(PROBLEM):
Exactly the lines from the start of the data below through the line that contains "display:flex; align-items:center; gap:20px;" are to be copied, with pictures left out.

(AVAILABLE DATA):
★ ★ ★

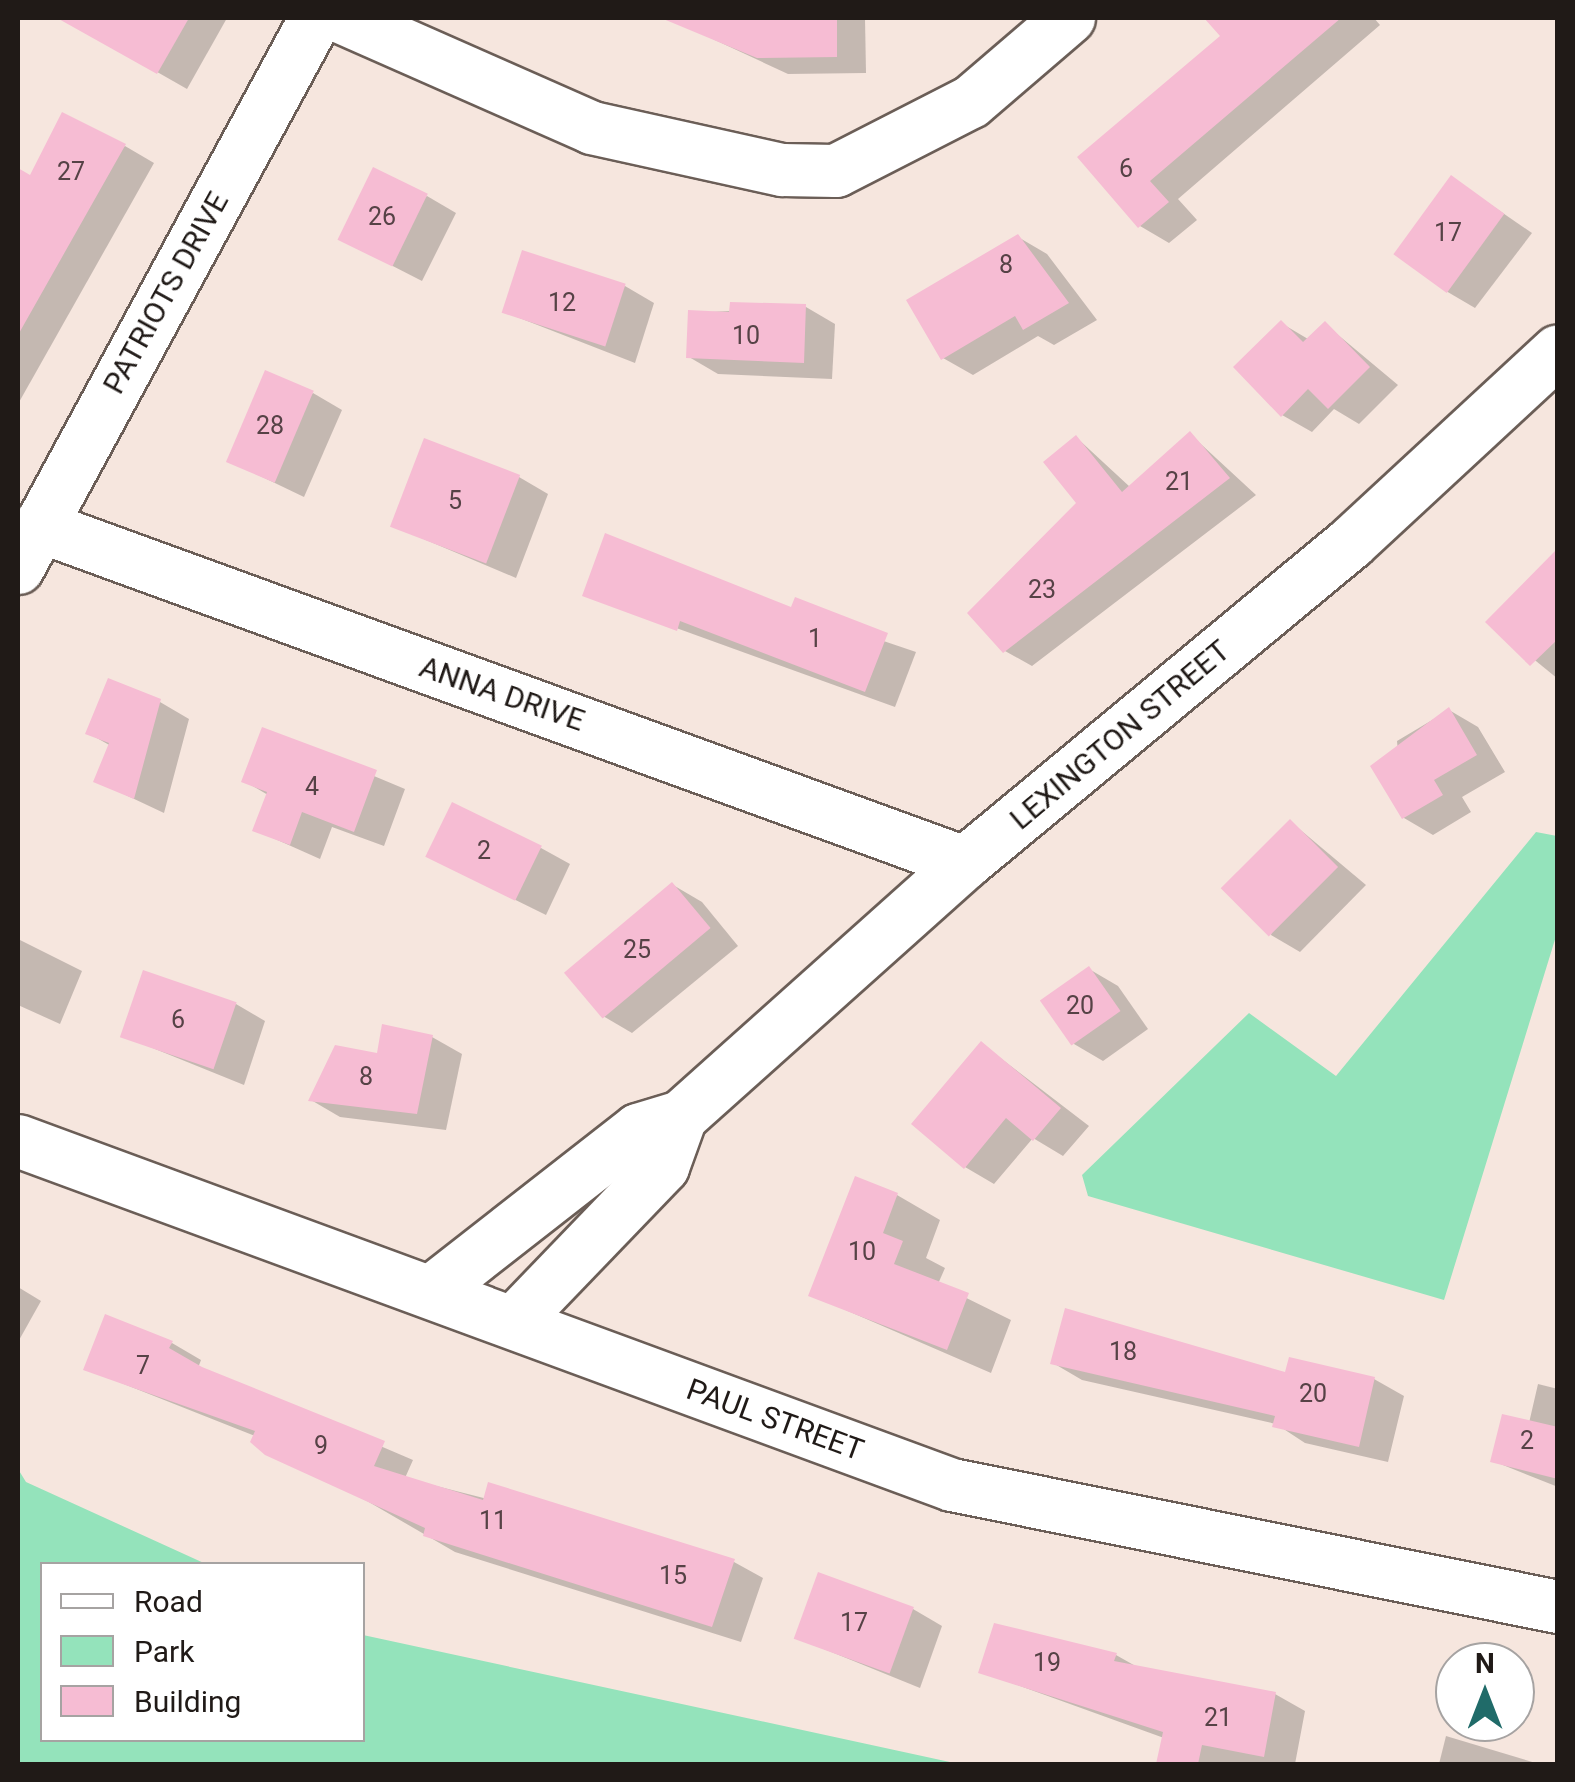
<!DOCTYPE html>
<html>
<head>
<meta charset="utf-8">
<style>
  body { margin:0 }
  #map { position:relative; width:1575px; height:1782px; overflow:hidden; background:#f6e6de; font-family:Roboto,sans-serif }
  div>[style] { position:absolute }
  .green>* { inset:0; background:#94e3bb }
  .shadow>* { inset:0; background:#0003 }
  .building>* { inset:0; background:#f6bcd3; transform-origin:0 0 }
  .roads { filter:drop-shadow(2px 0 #6b5e57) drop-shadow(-2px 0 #6b5e57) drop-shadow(0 2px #6b5e57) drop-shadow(0 -2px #6b5e57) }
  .minor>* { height:52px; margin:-26px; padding:0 26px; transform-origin:26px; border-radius:26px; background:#fff }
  span { translate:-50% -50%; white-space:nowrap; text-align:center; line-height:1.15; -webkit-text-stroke:8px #fff; paint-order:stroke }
  .number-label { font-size:25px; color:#564246 }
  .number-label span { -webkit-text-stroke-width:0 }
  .street-label { font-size:30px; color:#201a17 }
  .frame { position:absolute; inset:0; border:20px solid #201a17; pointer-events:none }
  .legend { position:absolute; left:40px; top:1562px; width:325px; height:180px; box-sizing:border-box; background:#fff; border:2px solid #a6a3a2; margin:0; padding:12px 18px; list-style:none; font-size:30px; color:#201a17 }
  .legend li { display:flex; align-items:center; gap:20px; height:50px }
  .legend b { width:50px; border:2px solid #a6a3a2 }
  .north { position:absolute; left:1435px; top:1642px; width:100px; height:100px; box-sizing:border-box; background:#fff; border:2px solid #a6a3a2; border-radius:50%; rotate:0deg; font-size:28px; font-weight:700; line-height:40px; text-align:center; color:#201a17 }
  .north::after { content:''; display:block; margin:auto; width:35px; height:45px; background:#206b69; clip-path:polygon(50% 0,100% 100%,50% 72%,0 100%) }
</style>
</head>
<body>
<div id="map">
  <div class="green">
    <i style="clip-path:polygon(1536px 832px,1557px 836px,1557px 933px,1444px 1300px,1088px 1196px,1082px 1175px,1249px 1013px,1336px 1076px)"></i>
    <i style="clip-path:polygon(18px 1469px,26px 1482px,206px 1564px,42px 1564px,42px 1740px,362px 1740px,363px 1635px,959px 1764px,18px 1764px)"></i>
  </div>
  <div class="shadow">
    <i style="clip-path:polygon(95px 18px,227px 18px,187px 89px,87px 32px)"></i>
    <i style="clip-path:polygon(709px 18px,865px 18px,866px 73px,788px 74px,702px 34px)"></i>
    <i style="clip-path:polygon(1243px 18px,1374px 18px,1380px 25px,1178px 199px,1197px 220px,1169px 243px,1140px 226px,1080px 157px)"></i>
    <i style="clip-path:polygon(125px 146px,154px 163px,18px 404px,18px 223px,26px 208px)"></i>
    <i style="clip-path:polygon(1452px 178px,1532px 233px,1475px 308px,1446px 291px)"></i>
    <i style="clip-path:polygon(427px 196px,456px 213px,422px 281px,340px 239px)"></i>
    <i style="clip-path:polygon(1018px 237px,1047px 254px,1097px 320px,1054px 345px,1038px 336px,973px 375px,943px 358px)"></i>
    <i style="clip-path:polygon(625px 286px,654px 303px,635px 363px,504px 312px)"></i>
    <i style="clip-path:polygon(806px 307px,835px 324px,832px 379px,718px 374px,689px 357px,691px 313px)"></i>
    <i style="clip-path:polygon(1281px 323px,1308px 339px,1325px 324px,1398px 385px,1359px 424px,1334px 409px,1312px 432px,1282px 415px)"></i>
    <i style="clip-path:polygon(313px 393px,342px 410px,304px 497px,229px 461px)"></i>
    <i style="clip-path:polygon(1190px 434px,1256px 495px,1032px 666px,1005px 651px,1080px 503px,1077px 438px,1130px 487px)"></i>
    <i style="clip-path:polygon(519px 477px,548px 494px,516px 578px,393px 526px)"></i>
    <i style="clip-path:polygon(1558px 577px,1558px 679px,1488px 622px)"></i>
    <i style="clip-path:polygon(585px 595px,792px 610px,916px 652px,895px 707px)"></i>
    <i style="clip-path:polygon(160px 702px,189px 719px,164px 813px,96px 781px,111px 746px,88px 733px)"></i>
    <i style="clip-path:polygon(1449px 710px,1478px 727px,1505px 772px,1462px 797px,1471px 812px,1433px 835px,1404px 818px,1397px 741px)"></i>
    <i style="clip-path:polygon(264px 730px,405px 789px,384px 846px,332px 827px,320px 859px,255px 830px,268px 795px,244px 781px)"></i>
    <i style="clip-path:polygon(1291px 822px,1366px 885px,1300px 952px,1271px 935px)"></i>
    <i style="clip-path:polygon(541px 848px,570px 864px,546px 915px,459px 872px)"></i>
    <i style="clip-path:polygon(673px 885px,702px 902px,738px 946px,632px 1033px,603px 1016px)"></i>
    <i style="clip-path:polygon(18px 939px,82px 971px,60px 1024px,18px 1005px)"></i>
    <i style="clip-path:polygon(1089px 969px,1118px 986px,1148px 1029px,1103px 1061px,1074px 1044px)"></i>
    <i style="clip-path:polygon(236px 1004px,265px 1021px,244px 1085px,123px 1036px)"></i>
    <i style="clip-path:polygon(432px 1037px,462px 1054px,446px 1130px,340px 1117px,311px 1100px,379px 1056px)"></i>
    <i style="clip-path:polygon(982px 1044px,1089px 1126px,1063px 1156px,1033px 1138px,994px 1184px,965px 1167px)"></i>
    <i style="clip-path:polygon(897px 1195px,940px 1220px,926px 1258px,945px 1268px,938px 1284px,1011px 1320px,991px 1373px,811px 1295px)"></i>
    <i style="clip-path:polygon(18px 1287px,41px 1301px,18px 1342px)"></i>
    <i style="clip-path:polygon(1067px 1310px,1286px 1375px,1374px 1379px,1404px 1396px,1388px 1462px,1305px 1443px,1276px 1424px,1082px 1380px,1053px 1363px)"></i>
    <i style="clip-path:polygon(172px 1343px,201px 1360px,198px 1368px,413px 1460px,405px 1478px,734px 1562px,763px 1578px,741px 1642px,455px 1552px,255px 1436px,86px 1369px)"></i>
    <i style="clip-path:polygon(1538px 1384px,1558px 1389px,1558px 1487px,1493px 1461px,1529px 1423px)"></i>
    <i style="clip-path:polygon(913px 1609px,942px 1626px,920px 1688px,797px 1638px)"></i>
    <i style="clip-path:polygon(1116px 1655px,1139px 1668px,1275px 1694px,1305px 1711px,1295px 1764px,1159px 1764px,1164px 1738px,981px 1672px)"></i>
    <i style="clip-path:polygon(1446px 1736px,1539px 1764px,1439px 1764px)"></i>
  </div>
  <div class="building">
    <i style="clip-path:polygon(57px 18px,189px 18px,157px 74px)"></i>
    <i style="clip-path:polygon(661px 18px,837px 18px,837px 57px,757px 58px)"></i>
    <i style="clip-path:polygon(1204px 18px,1341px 18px,1150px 181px,1169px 202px,1138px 228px,1077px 157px,1220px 36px)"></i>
    <i style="clip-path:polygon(62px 112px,126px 144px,18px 335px,18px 168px,30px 175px)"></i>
    <i style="left:373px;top:167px;width:61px;height:81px;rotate:26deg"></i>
    <i style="left:1451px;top:175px;width:66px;height:98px;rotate:36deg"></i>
    <i style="clip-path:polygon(1018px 234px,1069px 303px,1023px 330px,1015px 316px,941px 360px,906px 300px)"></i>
    <i style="left:522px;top:250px;width:109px;height:66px;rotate:18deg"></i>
    <i style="clip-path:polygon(730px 302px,806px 304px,804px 363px,686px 358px,688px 310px,729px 312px)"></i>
    <i style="clip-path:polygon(1281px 320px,1303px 342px,1325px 321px,1370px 367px,1328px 409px,1308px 389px,1281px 417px,1233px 367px)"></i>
    <i style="left:265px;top:370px;width:53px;height:100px;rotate:23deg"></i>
    <i style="clip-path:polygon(1190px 431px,1230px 478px,1003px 653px,967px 613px,1076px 503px,1043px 462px,1076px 435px,1122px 492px)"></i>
    <i style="left:424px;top:438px;width:103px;height:95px;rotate:21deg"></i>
    <i style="clip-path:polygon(605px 533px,791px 607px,795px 597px,888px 633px,865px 692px,680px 621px,677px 631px,582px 596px)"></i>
    <i style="clip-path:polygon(1558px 548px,1558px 639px,1530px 666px,1485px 622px)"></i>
    <i style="clip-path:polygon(108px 678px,161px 699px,134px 799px,93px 782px,109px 743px,85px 734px)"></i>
    <i style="clip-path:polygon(1449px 707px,1477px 755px,1434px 780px,1443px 795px,1402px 819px,1370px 766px)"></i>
    <i style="clip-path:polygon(262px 727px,377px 770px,354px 832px,302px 812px,290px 845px,252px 831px,267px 792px,241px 782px)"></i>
    <i style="left:452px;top:802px;width:100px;height:61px;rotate:26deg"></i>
    <i style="left:1290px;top:819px;width:68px;height:98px;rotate:45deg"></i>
    <i style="left:672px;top:882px;width:60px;height:141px;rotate:50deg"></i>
    <i style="left:1089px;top:966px;width:55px;height:60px;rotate:55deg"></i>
    <i style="left:143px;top:970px;width:99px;height:71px;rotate:19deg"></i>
    <i style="clip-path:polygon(382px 1024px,433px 1035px,417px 1114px,308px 1101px,335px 1045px,377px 1053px)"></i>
    <i style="clip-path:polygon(981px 1041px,1061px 1108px,1033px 1141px,1006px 1118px,964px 1169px,911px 1124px)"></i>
    <i style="clip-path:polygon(855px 1176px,898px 1193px,883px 1233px,903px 1241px,894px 1264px,969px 1293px,947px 1350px,808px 1296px)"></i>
    <i style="clip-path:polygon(1065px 1308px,1285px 1372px,1289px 1357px,1375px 1377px,1359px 1447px,1272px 1427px,1275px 1416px,1050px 1364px)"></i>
    <i style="clip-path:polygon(105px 1314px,173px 1341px,169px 1348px,202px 1367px,385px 1441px,374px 1466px,483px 1500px,488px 1482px,735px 1559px,712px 1627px,423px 1536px,425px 1528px,265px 1455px,250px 1442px,255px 1431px,83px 1370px)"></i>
    <i style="clip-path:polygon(1502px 1414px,1558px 1427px,1558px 1479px,1490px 1462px)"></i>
    <i style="left:818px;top:1572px;width:102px;height:71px;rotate:20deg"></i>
    <i style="clip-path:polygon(994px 1623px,1117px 1653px,1114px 1661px,1276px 1692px,1264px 1757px,1202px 1745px,1198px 1764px,1156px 1764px,1163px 1732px,978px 1673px)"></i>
  </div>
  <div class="roads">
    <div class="minor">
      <i style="left:343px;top:18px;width:272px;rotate:23.8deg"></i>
      <i style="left:592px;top:128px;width:195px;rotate:12.5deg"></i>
      <i style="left:782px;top:170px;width:54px;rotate:1.1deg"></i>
      <i style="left:836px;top:171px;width:152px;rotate:-27.1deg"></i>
      <i style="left:971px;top:102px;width:129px;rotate:-40.6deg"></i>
      <i style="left:39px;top:526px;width:985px;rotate:20deg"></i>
      <i style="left:18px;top:568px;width:626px;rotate:-61.55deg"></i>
      <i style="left:18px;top:1141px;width:995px;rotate:20.22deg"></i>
      <i style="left:952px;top:1485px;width:618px;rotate:11.38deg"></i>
      <i style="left:431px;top:1292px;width:263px;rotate:-38deg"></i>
      <i style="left:638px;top:1130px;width:45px;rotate:-16.8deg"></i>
      <i style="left:681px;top:1117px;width:381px;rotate:-41.8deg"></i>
      <i style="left:965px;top:863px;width:501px;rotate:-39.66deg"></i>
      <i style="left:1351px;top:543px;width:282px;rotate:-42.8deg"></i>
      <i style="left:514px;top:1322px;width:215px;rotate:-46.1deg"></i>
      <i style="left:663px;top:1167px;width:53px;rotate:-70.2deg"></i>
    </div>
  </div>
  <div class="number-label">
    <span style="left:1126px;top:169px">6</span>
    <span style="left:71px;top:172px">27</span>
    <span style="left:382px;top:217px">26</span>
    <span style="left:1448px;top:233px">17</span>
    <span style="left:1006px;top:265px">8</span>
    <span style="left:562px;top:303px">12</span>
    <span style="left:746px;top:336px">10</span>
    <span style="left:270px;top:426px">28</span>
    <span style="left:1179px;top:482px">21</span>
    <span style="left:455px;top:501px">5</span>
    <span style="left:1042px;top:590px">23</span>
    <span style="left:815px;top:639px">1</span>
    <span style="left:312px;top:787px">4</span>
    <span style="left:484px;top:851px">2</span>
    <span style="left:637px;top:950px">25</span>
    <span style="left:1080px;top:1006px">20</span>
    <span style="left:178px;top:1020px">6</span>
    <span style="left:366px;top:1077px">8</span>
    <span style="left:862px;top:1252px">10</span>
    <span style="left:1123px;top:1352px">18</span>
    <span style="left:143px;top:1366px">7</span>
    <span style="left:1313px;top:1394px">20</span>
    <span style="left:1527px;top:1441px">2</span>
    <span style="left:321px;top:1446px">9</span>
    <span style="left:493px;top:1521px">11</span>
    <span style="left:673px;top:1576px">15</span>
    <span style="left:854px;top:1623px">17</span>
    <span style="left:1047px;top:1663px">19</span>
    <span style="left:1218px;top:1718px">21</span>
  </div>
  <div class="street-label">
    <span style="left:166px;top:293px;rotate:-61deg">PATRIOTS DRIVE</span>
    <span style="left:502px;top:694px;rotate:19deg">ANNA DRIVE</span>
    <span style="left:1120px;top:735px;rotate:-40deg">LEXINGTON STREET</span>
    <span style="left:775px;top:1420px;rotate:20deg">PAUL STREET</span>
  </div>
  <div class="frame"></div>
  <ul class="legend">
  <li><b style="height:12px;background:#fff"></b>Road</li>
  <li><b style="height:28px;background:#94e3bb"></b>Park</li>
  <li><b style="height:28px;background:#f6bcd3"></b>Building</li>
  </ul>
  <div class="north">N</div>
</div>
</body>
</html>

★ ★ ★

(WRITTEN SOLUTION):
<!DOCTYPE html>
<html>
<head>
<meta charset="utf-8">
<style>
  body { margin:0 }
  #map { position:relative; width:1575px; height:1782px; overflow:hidden; background:#f6e6de; font-family:Roboto,sans-serif }
  div>[style] { position:absolute }
  .green>* { inset:0; background:#94e3bb }
  .shadow>* { inset:0; background:#0003 }
  .building>* { inset:0; background:#f6bcd3; transform-origin:0 0 }
  .roads { filter:drop-shadow(2px 0 #6b5e57) drop-shadow(-2px 0 #6b5e57) drop-shadow(0 2px #6b5e57) drop-shadow(0 -2px #6b5e57) }
  .minor>* { height:52px; margin:-26px; padding:0 26px; transform-origin:26px; border-radius:26px; background:#fff }
  span { translate:-50% -50%; white-space:nowrap; text-align:center; line-height:1.15; -webkit-text-stroke:8px #fff; paint-order:stroke }
  .number-label { font-size:25px; color:#564246 }
  .number-label span { -webkit-text-stroke-width:0 }
  .street-label { font-size:30px; color:#201a17 }
  .frame { position:absolute; inset:0; border:20px solid #201a17; pointer-events:none }
  .legend { position:absolute; left:40px; top:1562px; width:325px; height:180px; box-sizing:border-box; background:#fff; border:2px solid #a6a3a2; margin:0; padding:12px 18px; list-style:none; font-size:30px; color:#201a17 }
  .legend li { display:flex; align-items:center; gap:20px; height:50px }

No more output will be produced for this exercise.